26 Ocak 2011 Çarşamba

Aksimetre

"Babaanne, torunun küfrediyor" diye şikayet etti kuzenim beni. Aldığı cevap "hadi oradan, herkes küfreder o küfretmez" şeklindeydi. İnsanların beyninde öyle bir imaja sahibim ki, bu kalıplaşmış düşünceleri ve hakkımdaki önyargıları yıkmak imkânsız. Adım söylendiğinde akla beyefendi, centilmen, zeki, kibar gibi sıfatlar geliyor kahretsin. Ama ne menem birşey olduğumu bir de hanıma sor istersen. Esas O var işin içinde. Ne zaman böyle bir adama dönüştüm bilmiyorum. En son hatırladığım yıl 2002 gibi geliyor. Sonrasında 8 yıl geride kalmış. O bahsettiğim beyefendi de 8 yıl geride adeta. Tek başıma yaşadığım öğrenci evimde, astığım çamaşırlara ev kadınları hayran kalır, bulaşık tezgâhım bir gün olsun kirli tabak ve bardak barındırmazdı. Şimdi ise genelde sakin, sessiz, soğukkanlı ama zaman zaman da inanılmaz aksi, inat, küfürbaz, bağıran-çağıran birisi oldum çıktım. Bunların sorumlusu sanırım iş hayatı dedikleri kısım. Zaten ömrün ilk 25 senesi kendinin farkına varmak ve okula gitmekle geçiyor tam adapte olmuşken arkasından bu zıkkım başlıyor. Buradan bakınca öğrencilik gibisi yok. O zaman da bir okul bitse de mimar olsak. Öyle bir his var ki içimde yüksek lisans bittiği gün emekli olmam gerekiyordu sanki diye düşünüyorum.

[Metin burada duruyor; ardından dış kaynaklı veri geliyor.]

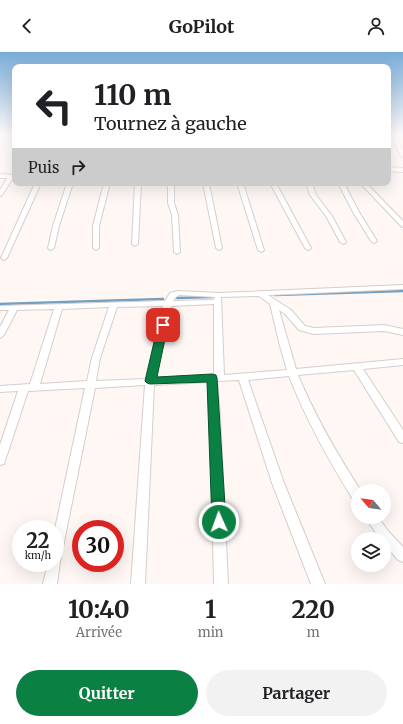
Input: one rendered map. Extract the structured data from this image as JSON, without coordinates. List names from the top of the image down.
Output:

Benim iş hayatına dair tüm motivasyonum, işe ilk başladığım gün kayboldu adeta. Benim gibi bir uysalı, bir canavara dönüştüren sadece 8-9 yıllık iş deneyimi. "Dünyanın en hızlı laf sokan adamı"na dönüşüyorum yavaş yavaş. Ağzımdan zorla laf çıkarken, şimdi altta kalanın canı çıksın diyorum. Cahile olan sabrım giderek azalıyor. Görgüsüze tahammül edemiyor, kralına eyvallahım yok diyorum.